**Data extracts:**
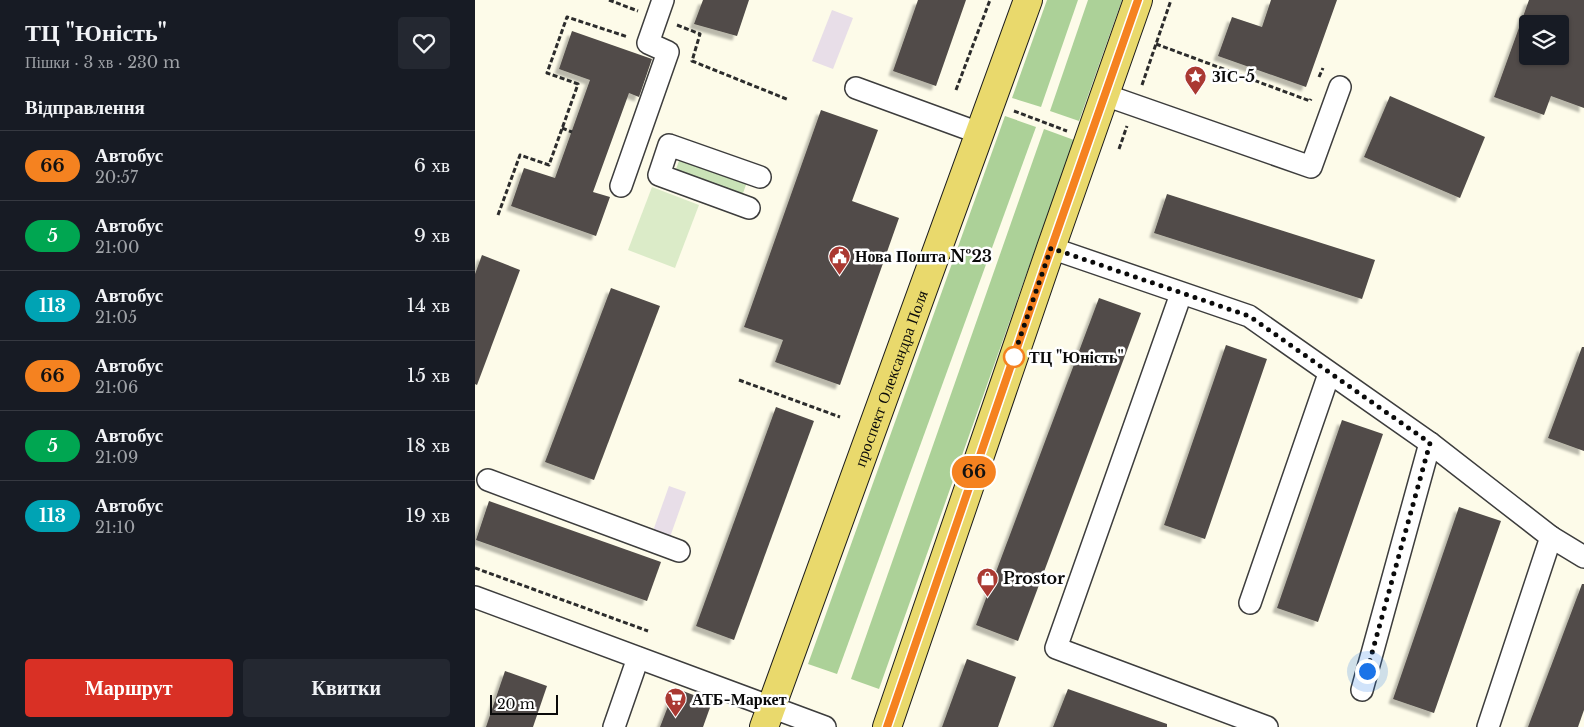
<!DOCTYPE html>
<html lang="uk">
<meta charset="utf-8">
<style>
:root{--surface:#171b24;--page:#242831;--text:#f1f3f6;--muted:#9ea1a6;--line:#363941;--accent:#d93025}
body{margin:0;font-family:"Libre Baskerville",serif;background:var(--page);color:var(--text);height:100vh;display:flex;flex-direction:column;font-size:19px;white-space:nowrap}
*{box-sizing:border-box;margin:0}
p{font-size:16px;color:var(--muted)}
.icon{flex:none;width:28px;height:28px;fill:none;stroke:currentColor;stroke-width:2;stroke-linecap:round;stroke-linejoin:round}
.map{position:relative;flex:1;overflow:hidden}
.drawer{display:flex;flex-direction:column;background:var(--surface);width:475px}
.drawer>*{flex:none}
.badge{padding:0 10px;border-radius:16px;font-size:18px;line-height:32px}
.buttons{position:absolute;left:1044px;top:15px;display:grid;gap:10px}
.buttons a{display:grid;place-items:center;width:50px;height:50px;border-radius:5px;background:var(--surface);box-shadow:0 1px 4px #0004;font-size:25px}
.scale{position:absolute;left:15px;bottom:12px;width:68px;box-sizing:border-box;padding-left:5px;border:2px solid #0a0a0a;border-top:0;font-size:14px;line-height:18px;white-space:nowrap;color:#0a0a0a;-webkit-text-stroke:4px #fff;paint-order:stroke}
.you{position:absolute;width:25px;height:25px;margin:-12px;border:4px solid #fff;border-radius:50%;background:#1a73e8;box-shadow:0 0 0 8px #1a73e833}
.map>.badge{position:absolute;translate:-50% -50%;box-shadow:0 0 0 2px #fff}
h2{padding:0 25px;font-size:19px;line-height:45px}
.round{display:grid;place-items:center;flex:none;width:52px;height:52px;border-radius:5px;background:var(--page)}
.overview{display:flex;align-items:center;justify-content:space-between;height:85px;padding:0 25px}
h1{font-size:24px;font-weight:700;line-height:38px}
.button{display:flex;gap:10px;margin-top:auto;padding:10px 25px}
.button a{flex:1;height:58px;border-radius:5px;background:var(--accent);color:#fff;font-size:20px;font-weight:700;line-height:58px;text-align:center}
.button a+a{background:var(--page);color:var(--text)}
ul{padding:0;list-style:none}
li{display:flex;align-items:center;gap:15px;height:70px;padding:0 25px;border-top:1px solid var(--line)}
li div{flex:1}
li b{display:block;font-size:19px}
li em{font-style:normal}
li .badge{min-width:55px;font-weight:700;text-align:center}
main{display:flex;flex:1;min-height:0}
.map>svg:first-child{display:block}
.industrial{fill:#e8dee8}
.green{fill:#c9e2b7}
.forest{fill:#acd198}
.pitch{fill:#dbebc8}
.building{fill:#514c48;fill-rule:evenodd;filter:url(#shadow)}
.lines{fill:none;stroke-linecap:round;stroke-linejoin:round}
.minor-casing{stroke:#3d3d3d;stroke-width:24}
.major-casing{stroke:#1b1b1b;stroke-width:30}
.path{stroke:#2c2c2c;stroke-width:3;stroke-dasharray:5 2.5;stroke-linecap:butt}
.minor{stroke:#fff;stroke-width:21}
.major{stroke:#e9d96c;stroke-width:28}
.line-casing{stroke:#fff;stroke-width:11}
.line{stroke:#f58220;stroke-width:8}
.walk{stroke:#0a0a0a;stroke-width:5;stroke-dasharray:0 9}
.stop-dot{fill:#fff;stroke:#f58220;stroke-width:2.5}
.labels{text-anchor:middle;stroke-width:5;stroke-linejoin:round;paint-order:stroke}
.poi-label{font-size:16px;font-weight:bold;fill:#0a0a0a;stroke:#fff;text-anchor:start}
.stop-label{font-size:16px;font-weight:bold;fill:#0a0a0a;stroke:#fff;text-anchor:start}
.street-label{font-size:16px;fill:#0a0a0a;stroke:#fff}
</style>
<main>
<section class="drawer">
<div class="overview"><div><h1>ТЦ &quot;Юність&quot;</h1><p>Пішки · 3 хв · 230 m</p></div><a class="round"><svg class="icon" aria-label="heart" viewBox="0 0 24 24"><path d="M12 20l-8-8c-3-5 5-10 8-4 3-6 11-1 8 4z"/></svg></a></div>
<h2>Відправлення</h2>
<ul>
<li><span class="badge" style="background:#f58220;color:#111">66</span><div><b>Автобус</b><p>20:57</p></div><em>6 хв</em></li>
<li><span class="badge" style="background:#00a651;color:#fff">5</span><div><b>Автобус</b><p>21:00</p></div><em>9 хв</em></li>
<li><span class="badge" style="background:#00a3b4;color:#fff">113</span><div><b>Автобус</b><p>21:05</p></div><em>14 хв</em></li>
<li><span class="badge" style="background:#f58220;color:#111">66</span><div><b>Автобус</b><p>21:06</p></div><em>15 хв</em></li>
<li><span class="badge" style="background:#00a651;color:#fff">5</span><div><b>Автобус</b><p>21:09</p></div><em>18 хв</em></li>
<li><span class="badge" style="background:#00a3b4;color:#fff">113</span><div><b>Автобус</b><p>21:10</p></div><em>19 хв</em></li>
</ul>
<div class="button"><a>Маршрут</a><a>Квитки</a></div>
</section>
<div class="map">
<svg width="1109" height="727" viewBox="0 0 1109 727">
<defs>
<filter id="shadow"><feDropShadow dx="-4.5" dy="4.5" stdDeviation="1" flood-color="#0004"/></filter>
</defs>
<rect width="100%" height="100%" fill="#fdfbe9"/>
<!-- industrial -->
<g class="industrial">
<path d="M357,10L378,18L358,69L337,61Z"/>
<path d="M194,486L211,492L195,537L178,531Z"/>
</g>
<!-- green -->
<path class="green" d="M205,158L272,182L267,196L200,172Z"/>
<!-- forest -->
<g class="forest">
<path d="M572,0H603L566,107L537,98Z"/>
<path d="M613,0H647L604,121L575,111Z"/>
<path d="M530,116L561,127L362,674L333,664Z"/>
<path d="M569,129L599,140L404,689L376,679Z"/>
</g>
<!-- pitch -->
<path class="pitch" d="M177,187L224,205L200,268L153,250Z"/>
<!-- building -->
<g class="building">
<path d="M228,0H274L262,36L219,24Z"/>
<path d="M443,0H491L461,86L418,71Z"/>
<path d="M796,0H862L831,87L743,56L757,17L787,27Z"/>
<path d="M1054,0H1109V108L1076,96L1069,115L1019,97ZM1052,24H1085V56H1052Z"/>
<path d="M97,31L177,59L164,97L154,93L118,192L135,197L121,236L36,206L49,168L80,178L115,80L84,69Z"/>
<path d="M915,96L1010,137L985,198L889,157Z"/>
<path d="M346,110L403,130L377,201L424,218L365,385L300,362L308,340L269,327Z"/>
<path d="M692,194L900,260L887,299L679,233Z"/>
<path d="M7,255L45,270L2,385L0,384V274Z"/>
<path d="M136,288L185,306L119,480L70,462Z"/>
<path d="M624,298L666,313L543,641L501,625Z"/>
<path d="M751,345L792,359L730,539L689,525Z"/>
<path d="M1107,347H1109V451L1073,438Z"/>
<path d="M301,407L339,421L259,640L221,626Z"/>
<path d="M867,420L908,434L843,622L802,608Z"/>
<path d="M14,501L186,562L172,601L1,540Z"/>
<path d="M984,507L1026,521L959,713L918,699Z"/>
<path d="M1107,584H1109V710L1103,727H1053Z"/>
<path d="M492,659L541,677L523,727H467Z"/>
<path d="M30,671L72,686L58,727H11Z"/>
<path d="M200,688L237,702L228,727H185Z"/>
<path d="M593,689L692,724V727H578Z"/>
</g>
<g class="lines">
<defs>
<g id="minor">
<path d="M381,88L504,133"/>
<path d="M630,95L836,167L865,87"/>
<path d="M146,186L193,52L173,43L188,0"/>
<path d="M274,208L184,175L194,145L285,177"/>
<path d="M576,248L774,316L955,443L1076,537L1109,557"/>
<path d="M706,294L581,648L792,727"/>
<path d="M13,480L204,551"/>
<path d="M0,597L350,727"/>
<path d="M775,603L854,374"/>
<path d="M887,690L955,443"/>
<path d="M139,727L163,658"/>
<path d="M1013,727L1076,537"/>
</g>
<g id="major">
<path id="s1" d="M289,727L553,0"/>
<path d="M412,727L576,248L663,0"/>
</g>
</defs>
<!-- minor casing -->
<use href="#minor" class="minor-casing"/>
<!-- major casing -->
<use href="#major" class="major-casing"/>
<!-- path -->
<g class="path">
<path d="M134,0L163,11"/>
<path d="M202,25L225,34L217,61L314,100"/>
<path d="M681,44L835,101L836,99"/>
<path d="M844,77L848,68"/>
<path d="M667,85L696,0"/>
<path d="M481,90L515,0"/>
<path d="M539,111L592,131"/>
<path d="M87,128L97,132"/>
<path d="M644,149L652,126"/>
<path d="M23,215L45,155L74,165L103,84L72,73L92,17L153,37"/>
<path d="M264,380L365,417"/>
<path d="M0,568L173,631"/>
</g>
<!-- minor -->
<use href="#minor" class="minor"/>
<!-- major -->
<use href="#major" class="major"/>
</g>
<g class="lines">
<defs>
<path id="line" d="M412,727L570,266L663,0"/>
</defs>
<!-- line casing -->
<use href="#line" class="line-casing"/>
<!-- line -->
<use href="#line" class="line"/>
<!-- walk -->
<path class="walk" d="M539,357L538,358L576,248L774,316L955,443L892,671"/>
</g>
<!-- icons -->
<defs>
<symbol id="sight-pin" viewBox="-11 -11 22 30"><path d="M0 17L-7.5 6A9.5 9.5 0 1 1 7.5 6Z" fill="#aa3932" stroke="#fff"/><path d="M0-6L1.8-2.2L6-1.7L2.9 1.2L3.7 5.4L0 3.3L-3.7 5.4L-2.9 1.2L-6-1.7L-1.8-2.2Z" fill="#fff"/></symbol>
<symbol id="civic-pin" viewBox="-11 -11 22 30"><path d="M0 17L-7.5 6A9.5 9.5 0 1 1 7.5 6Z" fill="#aa3932" stroke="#fff"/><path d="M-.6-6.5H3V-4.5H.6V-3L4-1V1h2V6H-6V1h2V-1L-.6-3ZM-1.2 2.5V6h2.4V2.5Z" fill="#fff"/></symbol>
<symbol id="shop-pin" viewBox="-11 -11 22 30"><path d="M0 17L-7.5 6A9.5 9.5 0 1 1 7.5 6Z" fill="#aa3932" stroke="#fff"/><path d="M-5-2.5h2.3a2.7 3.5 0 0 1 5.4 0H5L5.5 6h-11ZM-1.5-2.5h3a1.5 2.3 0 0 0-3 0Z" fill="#fff"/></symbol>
<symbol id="supermarket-pin" viewBox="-11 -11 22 30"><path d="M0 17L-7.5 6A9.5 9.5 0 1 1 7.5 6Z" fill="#aa3932" stroke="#fff"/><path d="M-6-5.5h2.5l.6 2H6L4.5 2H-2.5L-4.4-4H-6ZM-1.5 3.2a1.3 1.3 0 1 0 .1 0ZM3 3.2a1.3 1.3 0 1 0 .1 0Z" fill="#fff"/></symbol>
</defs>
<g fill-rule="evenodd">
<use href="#sight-pin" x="708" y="64" width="25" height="34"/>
<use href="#civic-pin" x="352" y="244" width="25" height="34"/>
<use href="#shop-pin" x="500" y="566" width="25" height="34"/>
<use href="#supermarket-pin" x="188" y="686" width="25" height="34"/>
</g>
<!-- markers -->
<circle class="stop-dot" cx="539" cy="357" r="10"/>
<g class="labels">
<!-- poi labels -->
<g class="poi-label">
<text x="737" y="82">ЗІС-5</text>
<text x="380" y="262">Нова Пошта №23</text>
<text x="528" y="584">Prostor</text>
<text x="217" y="705">АТБ-Маркет</text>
</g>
<!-- stop labels -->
<g class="stop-label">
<text x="554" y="363">ТЦ "Юність"</text>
</g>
<!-- street labels -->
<g class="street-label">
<text dy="6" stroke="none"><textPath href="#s1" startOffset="371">проспект Олександра Поля</textPath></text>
</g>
</g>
</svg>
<div class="buttons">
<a><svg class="icon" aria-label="layers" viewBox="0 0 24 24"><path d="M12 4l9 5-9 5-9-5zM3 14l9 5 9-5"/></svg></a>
</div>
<div class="scale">20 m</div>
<div class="you" style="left:892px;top:671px"></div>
<b class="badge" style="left:499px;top:472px;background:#f58220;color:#111">66</b>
</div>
</main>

**Task item:** Copy each line of the records that has "nowrap" in it.

**Solution for this exercise:**
body{margin:0;font-family:"Libre Baskerville",serif;background:var(--page);color:var(--text);height:100vh;display:flex;flex-direction:column;font-size:19px;white-space:nowrap}
.scale{position:absolute;left:15px;bottom:12px;width:68px;box-sizing:border-box;padding-left:5px;border:2px solid #0a0a0a;border-top:0;font-size:14px;line-height:18px;white-space:nowrap;color:#0a0a0a;-webkit-text-stroke:4px #fff;paint-order:stroke}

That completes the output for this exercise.